(Stored data entries)
----------

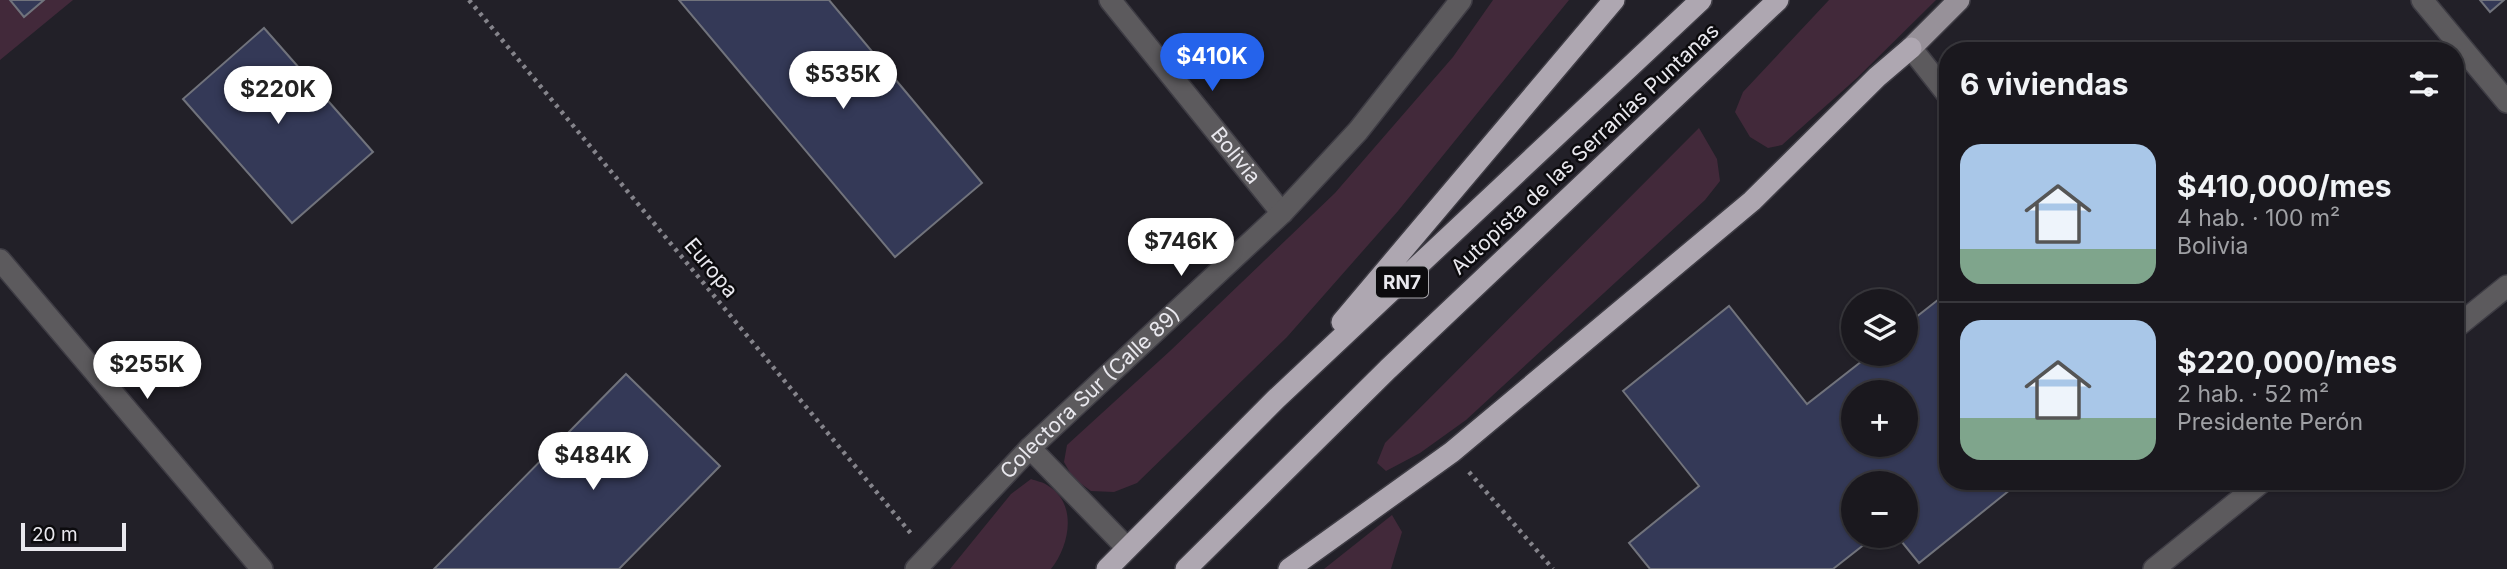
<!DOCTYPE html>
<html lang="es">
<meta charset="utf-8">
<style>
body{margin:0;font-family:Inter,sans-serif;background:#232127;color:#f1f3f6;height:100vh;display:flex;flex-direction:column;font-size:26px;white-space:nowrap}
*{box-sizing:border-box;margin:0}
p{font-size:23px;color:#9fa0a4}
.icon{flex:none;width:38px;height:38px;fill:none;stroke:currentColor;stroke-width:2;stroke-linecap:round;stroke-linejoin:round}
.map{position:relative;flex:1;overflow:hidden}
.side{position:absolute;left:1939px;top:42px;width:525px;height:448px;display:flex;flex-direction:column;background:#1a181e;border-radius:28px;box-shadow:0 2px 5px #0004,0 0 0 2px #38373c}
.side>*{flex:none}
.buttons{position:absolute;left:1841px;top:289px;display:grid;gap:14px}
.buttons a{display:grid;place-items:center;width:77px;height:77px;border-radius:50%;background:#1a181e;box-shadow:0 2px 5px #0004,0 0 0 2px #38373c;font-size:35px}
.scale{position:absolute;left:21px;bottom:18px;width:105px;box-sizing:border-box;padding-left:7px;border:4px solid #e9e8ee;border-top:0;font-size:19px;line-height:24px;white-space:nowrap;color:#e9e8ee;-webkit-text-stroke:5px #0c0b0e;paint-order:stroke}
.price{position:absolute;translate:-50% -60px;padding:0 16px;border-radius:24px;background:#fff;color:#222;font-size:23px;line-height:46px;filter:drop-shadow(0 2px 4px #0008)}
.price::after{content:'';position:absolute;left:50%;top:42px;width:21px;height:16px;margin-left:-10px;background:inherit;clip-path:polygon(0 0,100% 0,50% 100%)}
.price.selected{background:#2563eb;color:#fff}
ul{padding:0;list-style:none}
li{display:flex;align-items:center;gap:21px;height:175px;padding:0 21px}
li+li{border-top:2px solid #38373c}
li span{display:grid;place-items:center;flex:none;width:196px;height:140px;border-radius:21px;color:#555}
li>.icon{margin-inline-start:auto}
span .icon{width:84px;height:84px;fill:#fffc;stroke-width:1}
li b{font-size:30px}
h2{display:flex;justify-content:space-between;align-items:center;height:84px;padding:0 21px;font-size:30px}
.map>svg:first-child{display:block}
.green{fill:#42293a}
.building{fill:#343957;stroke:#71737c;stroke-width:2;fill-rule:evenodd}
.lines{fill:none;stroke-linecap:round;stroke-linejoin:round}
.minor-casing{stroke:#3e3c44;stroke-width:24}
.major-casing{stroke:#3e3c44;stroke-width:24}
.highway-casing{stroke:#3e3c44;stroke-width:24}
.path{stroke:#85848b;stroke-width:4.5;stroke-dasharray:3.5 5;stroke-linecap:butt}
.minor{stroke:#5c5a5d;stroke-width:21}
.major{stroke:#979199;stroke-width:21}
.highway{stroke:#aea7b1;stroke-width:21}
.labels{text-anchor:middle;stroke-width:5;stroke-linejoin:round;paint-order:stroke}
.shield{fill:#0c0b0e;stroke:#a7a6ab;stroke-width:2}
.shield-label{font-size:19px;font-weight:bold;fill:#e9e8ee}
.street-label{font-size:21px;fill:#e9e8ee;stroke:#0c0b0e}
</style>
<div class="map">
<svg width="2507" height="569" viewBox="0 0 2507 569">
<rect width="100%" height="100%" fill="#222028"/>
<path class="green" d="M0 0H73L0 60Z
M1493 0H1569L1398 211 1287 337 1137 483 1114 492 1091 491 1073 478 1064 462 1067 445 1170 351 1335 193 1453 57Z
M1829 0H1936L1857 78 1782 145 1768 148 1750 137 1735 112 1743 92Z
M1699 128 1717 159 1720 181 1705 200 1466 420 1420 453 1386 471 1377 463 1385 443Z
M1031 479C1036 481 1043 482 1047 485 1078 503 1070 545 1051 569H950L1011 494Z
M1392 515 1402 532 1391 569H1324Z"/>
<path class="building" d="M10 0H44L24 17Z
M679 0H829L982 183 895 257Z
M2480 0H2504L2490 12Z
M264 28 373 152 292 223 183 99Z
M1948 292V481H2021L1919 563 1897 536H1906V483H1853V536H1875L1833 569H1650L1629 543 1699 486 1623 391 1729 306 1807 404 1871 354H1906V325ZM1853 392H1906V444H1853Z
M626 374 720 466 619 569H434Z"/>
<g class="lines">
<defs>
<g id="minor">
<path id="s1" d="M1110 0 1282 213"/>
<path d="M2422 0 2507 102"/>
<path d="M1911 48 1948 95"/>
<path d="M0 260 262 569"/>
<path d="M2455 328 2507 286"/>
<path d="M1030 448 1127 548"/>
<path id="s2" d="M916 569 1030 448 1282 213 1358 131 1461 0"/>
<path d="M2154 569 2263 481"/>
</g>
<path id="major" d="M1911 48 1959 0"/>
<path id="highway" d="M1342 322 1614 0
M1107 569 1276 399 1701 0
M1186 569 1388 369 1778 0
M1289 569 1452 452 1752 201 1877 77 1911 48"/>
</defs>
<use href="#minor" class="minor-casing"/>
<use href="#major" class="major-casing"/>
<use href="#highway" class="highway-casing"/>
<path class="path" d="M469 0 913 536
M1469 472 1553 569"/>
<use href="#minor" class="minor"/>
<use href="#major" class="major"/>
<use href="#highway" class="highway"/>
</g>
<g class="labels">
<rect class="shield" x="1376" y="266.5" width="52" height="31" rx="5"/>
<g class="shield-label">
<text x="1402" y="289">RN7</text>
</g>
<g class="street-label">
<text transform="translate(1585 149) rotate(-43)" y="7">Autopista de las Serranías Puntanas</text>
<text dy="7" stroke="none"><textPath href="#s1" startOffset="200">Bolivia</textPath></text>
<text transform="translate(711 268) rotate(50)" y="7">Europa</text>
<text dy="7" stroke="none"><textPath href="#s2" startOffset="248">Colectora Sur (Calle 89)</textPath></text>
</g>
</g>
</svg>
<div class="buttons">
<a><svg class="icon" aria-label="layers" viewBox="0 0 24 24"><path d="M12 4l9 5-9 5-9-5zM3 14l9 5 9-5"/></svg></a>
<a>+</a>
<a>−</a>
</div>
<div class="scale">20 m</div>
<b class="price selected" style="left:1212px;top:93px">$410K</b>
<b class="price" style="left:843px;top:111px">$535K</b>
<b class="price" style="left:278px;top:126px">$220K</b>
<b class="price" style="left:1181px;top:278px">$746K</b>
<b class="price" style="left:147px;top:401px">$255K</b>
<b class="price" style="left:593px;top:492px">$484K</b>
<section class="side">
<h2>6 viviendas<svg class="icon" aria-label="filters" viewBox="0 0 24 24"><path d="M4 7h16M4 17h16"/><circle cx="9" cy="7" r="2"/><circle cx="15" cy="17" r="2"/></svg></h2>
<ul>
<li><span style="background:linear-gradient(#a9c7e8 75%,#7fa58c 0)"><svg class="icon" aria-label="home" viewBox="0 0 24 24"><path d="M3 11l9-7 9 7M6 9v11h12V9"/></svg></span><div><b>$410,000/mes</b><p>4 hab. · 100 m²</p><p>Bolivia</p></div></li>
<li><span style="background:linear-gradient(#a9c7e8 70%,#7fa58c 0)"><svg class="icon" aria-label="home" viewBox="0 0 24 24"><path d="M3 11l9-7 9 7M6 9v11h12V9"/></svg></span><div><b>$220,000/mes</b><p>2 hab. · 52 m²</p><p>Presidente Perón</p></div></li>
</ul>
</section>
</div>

----------

Determine how many lines in the data contain the string "radius", and give the number only.

4